Frustrated surgeons opt out of public health
Surgeons are frustrated by the focus on administration and not on patient care.
A hostile public health system is being blamed for Australian surgeons spending less time working in public hospitals.
A survey conducted by the Australasian College of Surgeons revealed that 60 per cent of surgeons spend most of their time in the private sector because they are frustrated with under-resourced public hospitals.
But the president of the Orthopaedic Association George Sikorski says surgeons are also tired of working for a health system that is too focussed on budgets rather than patient care.
He says public health administrators must be properly trained in health care to ensure that medical staff are encouraged to continue working in the sector.

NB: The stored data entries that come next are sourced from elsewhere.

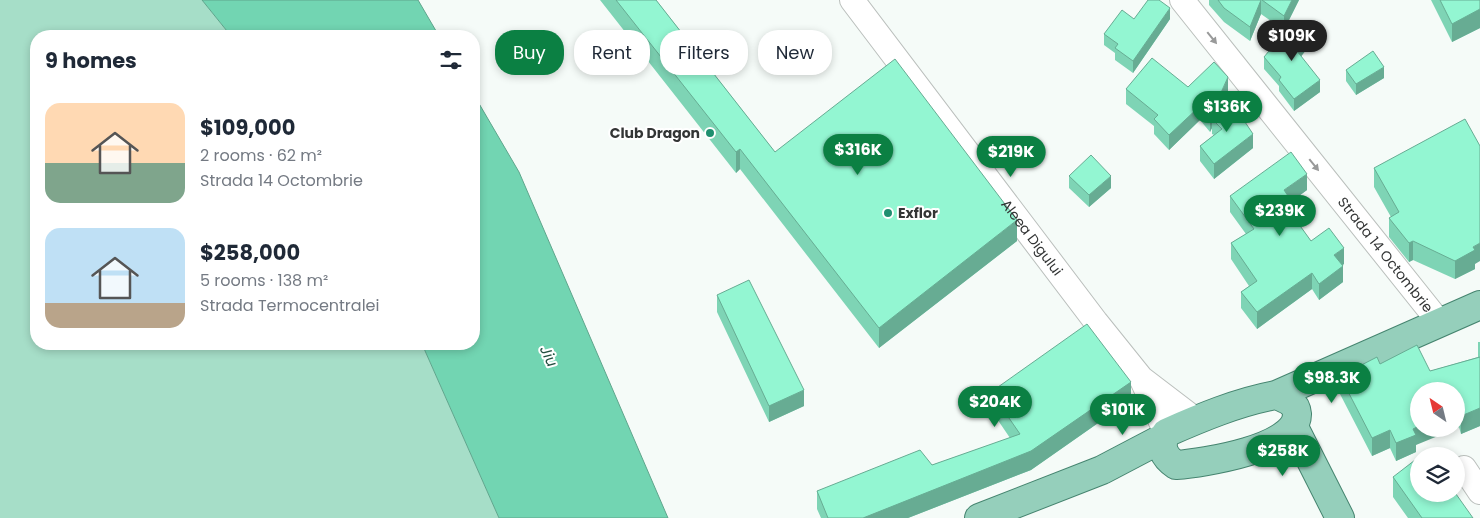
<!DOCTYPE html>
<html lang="en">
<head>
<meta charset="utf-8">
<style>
  body { margin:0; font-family:Poppins,sans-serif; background:#f6f6f7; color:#1f2937; height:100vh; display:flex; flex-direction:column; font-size:19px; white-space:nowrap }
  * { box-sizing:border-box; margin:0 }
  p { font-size:16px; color:#747a83 }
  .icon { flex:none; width:28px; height:28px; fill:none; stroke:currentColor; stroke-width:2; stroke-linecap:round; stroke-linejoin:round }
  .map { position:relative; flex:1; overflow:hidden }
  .panel { position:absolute; left:30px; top:30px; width:450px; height:320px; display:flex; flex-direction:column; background:#fff; border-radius:20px; box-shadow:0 2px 8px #0003 }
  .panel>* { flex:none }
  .guide { position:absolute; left:495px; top:30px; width:475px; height:45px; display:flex; gap:10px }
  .needle { width:32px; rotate:325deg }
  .buttons { position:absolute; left:1410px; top:382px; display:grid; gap:10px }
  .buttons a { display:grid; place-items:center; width:55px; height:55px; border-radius:50%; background:#fff; box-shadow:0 2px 8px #0003; font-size:25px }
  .price { position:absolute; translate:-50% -42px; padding:0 11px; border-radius:18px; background:#0b8043; color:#fff; font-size:16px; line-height:32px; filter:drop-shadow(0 1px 2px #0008) }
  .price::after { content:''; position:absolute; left:50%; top:30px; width:15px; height:11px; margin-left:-8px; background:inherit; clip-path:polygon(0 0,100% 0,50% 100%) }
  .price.on { background:#222; color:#fff }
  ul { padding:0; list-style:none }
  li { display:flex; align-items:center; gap:15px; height:125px; padding:0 15px }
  li span { display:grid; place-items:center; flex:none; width:140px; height:100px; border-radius:15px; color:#555 }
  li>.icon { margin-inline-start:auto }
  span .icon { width:60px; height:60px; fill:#fffc; stroke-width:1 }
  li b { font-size:21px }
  h2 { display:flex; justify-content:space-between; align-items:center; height:60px; padding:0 15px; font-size:21px }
  .tag { padding:0 18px; border-radius:20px; background:#fff; box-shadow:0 2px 8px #0003; font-size:18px; line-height:45px }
  .tag.on { background:#0b8043; color:#fff }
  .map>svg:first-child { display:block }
</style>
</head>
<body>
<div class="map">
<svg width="1480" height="518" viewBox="0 0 1480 518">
  <rect width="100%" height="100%" fill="#f5fbf8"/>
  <path fill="#a6dec8" d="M 0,0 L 202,0 L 231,36 L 36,36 L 36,344 L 422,344 L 499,518 L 0,518 Z"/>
  <path fill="#72d5b2" stroke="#5fa58c" d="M 202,0 L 418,0 L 439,36 L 231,36 Z
    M 474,95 L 519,172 L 668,518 L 499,518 L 422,344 L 474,344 Z"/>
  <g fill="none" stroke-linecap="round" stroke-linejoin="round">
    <defs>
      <g id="minor">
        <path id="s1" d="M 852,0 L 1096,322 L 1141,378 L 1196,420"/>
        <path id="s2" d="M 1182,0 L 1440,323"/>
        <path d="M 1142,380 L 1166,433"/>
        <path d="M 1464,468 L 1480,492"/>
      </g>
      <path id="major" d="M 1276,395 C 1286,399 1296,402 1297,414 C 1298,449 1202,463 1176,465 C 1164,457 1159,447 1166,433 C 1200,418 1238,402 1276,395 Z
        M 1276,395 L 1480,305
        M 1294,427 L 1340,518
        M 979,518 L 1102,470 L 1163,438"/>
    </defs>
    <use href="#minor" stroke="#babfbc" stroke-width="26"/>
    <use href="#major" stroke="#45846f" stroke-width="30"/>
    <use href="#minor" stroke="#fff" stroke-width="24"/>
    <use href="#major" stroke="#95cfbb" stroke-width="28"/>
  </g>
  <path fill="#7ed4b5" d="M 600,0 L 656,0 L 775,152 L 1017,241 L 879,348 L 740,169 L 736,173 Z
    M 1209,0 L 1299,0 L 1284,30 L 1261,14 L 1250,41 L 1224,22 L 1209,5 Z
    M 1431,0 L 1480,0 L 1480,28 L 1452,42 Z
    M 1134,19 L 1170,19 L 1133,73 L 1115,60 L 1115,53 L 1104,45 L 1104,34 Z
    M 1309,46 L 1301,56 L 1320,92 L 1294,111 L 1279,91 L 1279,86 L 1264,69 L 1264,57 Z
    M 1346,70 L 1384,78 L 1356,95 L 1346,81 Z
    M 1188,87 L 1228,92 L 1221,108 L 1253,148 L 1214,179 L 1200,161 L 1200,146 L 1214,135 L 1212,134 L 1212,128 L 1210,132 L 1200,120 L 1169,150 L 1154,134 L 1154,126 L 1126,104 L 1126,89 Z
    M 1374,168 L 1475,264 L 1475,269 L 1455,279 L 1413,260 L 1409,262 L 1389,237 L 1389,218 L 1391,217 L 1374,187 Z
    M 1069,176 L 1111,188 L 1089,207 L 1069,188 Z
    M 1307,190 L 1292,201 L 1299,225 L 1311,241 L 1344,264 L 1342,265 L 1343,282 L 1319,300 L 1312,289 L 1257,329 L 1241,308 L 1241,292 L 1249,286 L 1231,259 L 1231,243 L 1246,234 L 1230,212 L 1230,196 Z
    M 717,295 L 804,406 L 769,422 L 717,312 Z
    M 1478,342 L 1480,342 L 1480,426 L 1461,434 L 1459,427 L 1456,428 L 1456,391 L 1416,445 L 1416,452 L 1396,461 L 1390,448 L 1372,456 L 1340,394 L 1340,376 L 1380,364 L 1430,371 L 1478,357 Z
    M 991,392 L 1131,400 L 1031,470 L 908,518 L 821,518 L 817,509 L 817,491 L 932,465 L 1010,438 L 991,410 Z
    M 1393,477 L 1473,518 L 1408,518 L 1393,497 Z"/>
  <path fill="#67ac93" d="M 1261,0 L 1261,14 L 1250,41 L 1250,27 Z
    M 1292,0 L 1299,0 L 1284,30 L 1284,16 Z
    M 1170,8 L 1170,19 L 1133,73 L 1133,61 Z
    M 1480,9 L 1480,28 L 1452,42 L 1452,24 Z
    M 1309,35 L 1309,46 L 1297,62 L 1297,51 Z
    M 1384,67 L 1384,78 L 1356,95 L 1356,84 Z
    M 1228,77 L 1228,92 L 1215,122 L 1212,119 L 1212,128 L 1210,132 L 1210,117 Z
    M 1320,80 L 1320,92 L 1294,111 L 1294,99 Z
    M 1200,106 L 1200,120 L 1169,150 L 1169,135 Z
    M 1253,134 L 1253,148 L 1214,179 L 1214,164 Z
    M 740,149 L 740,169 L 736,173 L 736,152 Z
    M 1307,174 L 1307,190 L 1284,207 L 1284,190 Z
    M 1111,176 L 1111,188 L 1089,207 L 1089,195 Z
    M 1299,212 L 1299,229 L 1293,216 Z
    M 1017,220 L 1017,241 L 879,348 L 879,328 Z
    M 1413,241 L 1413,260 L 1409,262 L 1409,243 Z
    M 1480,243 L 1480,261 L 1475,264 L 1475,269 L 1455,279 L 1455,261 L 1473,247 Z
    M 1344,248 L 1344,264 L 1334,271 L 1334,255 Z
    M 1343,266 L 1343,282 L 1319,300 L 1319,284 Z
    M 1312,273 L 1312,289 L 1257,329 L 1257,312 Z
    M 1131,382 L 1131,400 L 1031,470 L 908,518 L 863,518 Z
    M 804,390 L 804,406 L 769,422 L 769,406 Z
    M 1480,408 L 1480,426 L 1461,434 L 1461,416 Z
    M 1459,409 L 1459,427 L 1456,428 L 1456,410 Z
    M 1419,426 L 1419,429 L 1455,429 L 1416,445 L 1416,452 L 1396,461 L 1396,443 L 1413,429 Z
    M 1390,430 L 1390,448 L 1372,456 L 1372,438 Z"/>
  <path fill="#93f6d2" stroke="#67ac93" d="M 616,0 L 656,0 L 775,152 L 895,59 L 1017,220 L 879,328 L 740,149 L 736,152 Z
    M 1148,0 L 1159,0 L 1170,8 L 1133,61 L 1115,48 L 1118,44 L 1104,34 L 1122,10 L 1134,19 Z
    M 1218,0 L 1261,0 L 1250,27 L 1224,8 Z
    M 1262,0 L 1292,0 L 1284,16 Z
    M 1440,0 L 1480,0 L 1480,9 L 1452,24 Z
    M 1294,21 L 1309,35 L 1297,51 L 1320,80 L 1294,99 L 1279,80 L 1281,77 L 1264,57 Z
    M 1373,51 L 1384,67 L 1356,84 L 1346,70 Z
    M 1152,58 L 1188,87 L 1214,62 L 1228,77 L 1210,117 L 1200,106 L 1169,135 L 1154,119 L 1158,115 L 1126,89 Z
    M 1229,98 L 1253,134 L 1214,164 L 1200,146 L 1222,129 L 1212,119 Z
    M 1465,119 L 1480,146 L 1480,243 L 1473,247 L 1475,250 L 1455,261 L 1413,241 L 1409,243 L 1389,218 L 1399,212 L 1374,168 Z
    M 1291,152 L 1307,174 L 1284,190 L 1299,212 L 1293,216 L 1311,241 L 1329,228 L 1344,248 L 1334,255 L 1343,266 L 1319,284 L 1312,273 L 1257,312 L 1241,292 L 1257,281 L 1231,243 L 1254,229 L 1230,196 Z
    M 1091,155 L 1111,176 L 1089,195 L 1069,176 Z
    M 749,280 L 804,390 L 769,406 L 717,295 Z
    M 1087,324 L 1131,382 L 1031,451 L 863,518 L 828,518 L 817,491 L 920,450 L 932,465 L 1020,434 L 991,392 Z
    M 1417,345 L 1430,371 L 1480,357 L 1480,408 L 1461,416 L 1459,409 L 1456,410 L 1456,391 L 1419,391 L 1419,426 L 1413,429 L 1416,435 L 1396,443 L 1390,430 L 1372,438 L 1340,376 L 1377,357 L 1380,364 Z
    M 1426,452 L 1429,456 L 1420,456 Z
    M 1419,457 L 1419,494 L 1456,494 L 1473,518 L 1422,518 L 1393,477 Z"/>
  <defs><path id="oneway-solid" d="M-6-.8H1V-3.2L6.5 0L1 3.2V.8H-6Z" transform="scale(1.25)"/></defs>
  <g fill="#999a9a">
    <use href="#oneway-solid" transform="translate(1212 38) rotate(51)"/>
    <use href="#oneway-solid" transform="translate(1314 165) rotate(51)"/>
  </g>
  <g fill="#1f8f6f" stroke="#fff" stroke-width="2">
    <circle cx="710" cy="133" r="5"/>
    <circle cx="888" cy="213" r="5"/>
  </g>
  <g text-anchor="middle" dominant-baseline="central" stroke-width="4" stroke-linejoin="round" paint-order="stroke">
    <g font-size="14" font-weight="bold" fill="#333535" stroke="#fff" text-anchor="end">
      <text x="700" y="133">Club Dragon</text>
      <text x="898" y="213" text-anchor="start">Exflor</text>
    </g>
    <g font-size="14" fill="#333535" stroke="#fff">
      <text stroke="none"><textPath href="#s1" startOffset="298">Aleea Digului</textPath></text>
      <text stroke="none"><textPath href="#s2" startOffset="326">Strada 14 Octombrie</textPath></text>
    </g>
    <g font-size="15" font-style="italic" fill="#244f40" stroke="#fff">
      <text transform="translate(549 356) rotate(65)">Jiu</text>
    </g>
  </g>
</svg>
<div class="buttons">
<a><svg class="needle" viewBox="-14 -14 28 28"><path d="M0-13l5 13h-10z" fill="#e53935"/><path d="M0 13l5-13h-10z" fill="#747a83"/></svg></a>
<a><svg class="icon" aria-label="layers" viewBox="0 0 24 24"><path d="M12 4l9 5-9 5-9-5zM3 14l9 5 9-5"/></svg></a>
</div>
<b class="price on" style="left:1292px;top:62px">$109K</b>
<b class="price" style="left:1227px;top:133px">$136K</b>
<b class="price" style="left:858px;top:176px">$316K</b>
<b class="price" style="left:1011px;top:178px">$219K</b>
<b class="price" style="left:1280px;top:237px">$239K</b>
<b class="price" style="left:1332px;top:404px">$98.3K</b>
<b class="price" style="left:995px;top:428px">$204K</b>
<b class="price" style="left:1123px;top:436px">$101K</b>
<b class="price" style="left:1283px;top:477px">$258K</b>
<div class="guide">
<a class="tag on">Buy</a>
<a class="tag">Rent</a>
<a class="tag">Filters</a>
<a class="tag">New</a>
</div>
<section class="panel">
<h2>9 homes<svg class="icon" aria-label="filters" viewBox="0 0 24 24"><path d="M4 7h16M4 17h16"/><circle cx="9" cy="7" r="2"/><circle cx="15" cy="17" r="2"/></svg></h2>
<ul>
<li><span style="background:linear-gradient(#ffd9b3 60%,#7fa58c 0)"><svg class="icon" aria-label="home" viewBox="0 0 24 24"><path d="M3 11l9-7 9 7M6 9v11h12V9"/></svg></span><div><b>$109,000</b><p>2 rooms · 62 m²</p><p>Strada 14 Octombrie</p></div></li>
<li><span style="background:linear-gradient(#bfe0f5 75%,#b9a48a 0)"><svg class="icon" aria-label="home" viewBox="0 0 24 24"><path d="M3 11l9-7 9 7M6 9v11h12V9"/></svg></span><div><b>$258,000</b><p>5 rooms · 138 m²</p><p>Strada Termocentralei</p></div></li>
</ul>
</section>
</div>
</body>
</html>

"The current administration have lost their clinical focus," he said.
"Increasingly we're being looked after by people who are not medically trained and whose loyalties are in fact to their own administrative structure rather than to the patient."
The president of the college, Russell Stitz, also says Australia risks running out of surgeons unless the number of training places in the public sector is significantly increased.
He says they need 120 more surgical training positions immediately as an ageing population will mean more surgeons will be needed within the next decade.
"It's urgent, we know that we are going to increase the number of surgeons by about 50 per cent over the next 20 years, that's the amount of surgery we'll need to do," Dr Stitz said.
"Unless we increase those surgical positions now we will not have the capacity to do that. We have an increasing ageing population, so it's critical right now."